Records shown:

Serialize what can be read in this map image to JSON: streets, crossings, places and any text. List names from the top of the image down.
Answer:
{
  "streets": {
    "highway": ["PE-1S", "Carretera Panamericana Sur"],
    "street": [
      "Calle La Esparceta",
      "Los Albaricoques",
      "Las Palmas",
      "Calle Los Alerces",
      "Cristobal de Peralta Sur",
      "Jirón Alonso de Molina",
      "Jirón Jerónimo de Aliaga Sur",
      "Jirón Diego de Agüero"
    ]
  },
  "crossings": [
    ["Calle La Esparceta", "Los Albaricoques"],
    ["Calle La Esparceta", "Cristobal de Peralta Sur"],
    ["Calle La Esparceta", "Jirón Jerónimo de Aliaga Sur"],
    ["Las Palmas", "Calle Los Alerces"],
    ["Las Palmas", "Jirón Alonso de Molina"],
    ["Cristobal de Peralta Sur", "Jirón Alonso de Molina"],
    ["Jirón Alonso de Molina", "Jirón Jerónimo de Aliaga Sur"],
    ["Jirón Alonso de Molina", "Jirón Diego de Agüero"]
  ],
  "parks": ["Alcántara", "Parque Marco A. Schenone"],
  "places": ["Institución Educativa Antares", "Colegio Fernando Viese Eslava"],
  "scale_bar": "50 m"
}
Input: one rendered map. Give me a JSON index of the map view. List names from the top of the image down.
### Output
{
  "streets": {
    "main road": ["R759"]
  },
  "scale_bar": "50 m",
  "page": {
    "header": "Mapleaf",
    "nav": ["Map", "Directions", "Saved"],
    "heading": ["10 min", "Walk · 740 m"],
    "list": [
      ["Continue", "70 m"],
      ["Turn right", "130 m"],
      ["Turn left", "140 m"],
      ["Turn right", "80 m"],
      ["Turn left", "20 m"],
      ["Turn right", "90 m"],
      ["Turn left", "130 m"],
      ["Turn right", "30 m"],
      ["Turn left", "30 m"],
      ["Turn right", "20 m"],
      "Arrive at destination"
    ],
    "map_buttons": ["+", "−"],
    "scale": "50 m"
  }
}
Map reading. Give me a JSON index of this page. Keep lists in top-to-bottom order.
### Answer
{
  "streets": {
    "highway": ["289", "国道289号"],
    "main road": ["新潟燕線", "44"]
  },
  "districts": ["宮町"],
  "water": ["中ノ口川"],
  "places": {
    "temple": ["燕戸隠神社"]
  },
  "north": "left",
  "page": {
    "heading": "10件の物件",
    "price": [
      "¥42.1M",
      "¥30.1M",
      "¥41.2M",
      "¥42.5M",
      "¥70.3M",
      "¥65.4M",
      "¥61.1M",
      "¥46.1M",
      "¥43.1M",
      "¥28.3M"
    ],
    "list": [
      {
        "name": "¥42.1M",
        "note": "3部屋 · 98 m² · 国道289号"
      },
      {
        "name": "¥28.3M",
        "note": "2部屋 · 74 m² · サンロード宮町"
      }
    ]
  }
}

Task details: Return the listing. Match it exactly.

Task response:
Serialize what can be read in this map image to JSON: streets, crossings, places and any text. List names from the top of the image down.
Answer:
{
  "streets": {
    "highway": ["PE-1S", "Carretera Panamericana Sur"],
    "street": [
      "Calle La Esparceta",
      "Los Albaricoques",
      "Las Palmas",
      "Calle Los Alerces",
      "Cristobal de Peralta Sur",
      "Jirón Alonso de Molina",
      "Jirón Jerónimo de Aliaga Sur",
      "Jirón Diego de Agüero"
    ]
  },
  "crossings": [
    ["Calle La Esparceta", "Los Albaricoques"],
    ["Calle La Esparceta", "Cristobal de Peralta Sur"],
    ["Calle La Esparceta", "Jirón Jerónimo de Aliaga Sur"],
    ["Las Palmas", "Calle Los Alerces"],
    ["Las Palmas", "Jirón Alonso de Molina"],
    ["Cristobal de Peralta Sur", "Jirón Alonso de Molina"],
    ["Jirón Alonso de Molina", "Jirón Jerónimo de Aliaga Sur"],
    ["Jirón Alonso de Molina", "Jirón Diego de Agüero"]
  ],
  "parks": ["Alcántara", "Parque Marco A. Schenone"],
  "places": ["Institución Educativa Antares", "Colegio Fernando Viese Eslava"],
  "scale_bar": "50 m"
}
Input: one rendered map. Give me a JSON index of the map view. List names from the top of the image down.
### Output
{
  "streets": {
    "main road": ["R759"]
  },
  "scale_bar": "50 m",
  "page": {
    "header": "Mapleaf",
    "nav": ["Map", "Directions", "Saved"],
    "heading": ["10 min", "Walk · 740 m"],
    "list": [
      ["Continue", "70 m"],
      ["Turn right", "130 m"],
      ["Turn left", "140 m"],
      ["Turn right", "80 m"],
      ["Turn left", "20 m"],
      ["Turn right", "90 m"],
      ["Turn left", "130 m"],
      ["Turn right", "30 m"],
      ["Turn left", "30 m"],
      ["Turn right", "20 m"],
      "Arrive at destination"
    ],
    "map_buttons": ["+", "−"],
    "scale": "50 m"
  }
}
Map reading. Give me a JSON index of this page. Keep lists in top-to-bottom order.
### Answer
{
  "streets": {
    "highway": ["289", "国道289号"],
    "main road": ["新潟燕線", "44"]
  },
  "districts": ["宮町"],
  "water": ["中ノ口川"],
  "places": {
    "temple": ["燕戸隠神社"]
  },
  "north": "left",
  "page": {
    "heading": "10件の物件",
    "price": [
      "¥42.1M",
      "¥30.1M",
      "¥41.2M",
      "¥42.5M",
      "¥70.3M",
      "¥65.4M",
      "¥61.1M",
      "¥46.1M",
      "¥43.1M",
      "¥28.3M"
    ],
    "list": [
      {
        "name": "¥42.1M",
        "note": "3部屋 · 98 m² · 国道289号"
      },
      {
        "name": "¥28.3M",
        "note": "2部屋 · 74 m² · サンロード宮町"
      }
    ]
  }
}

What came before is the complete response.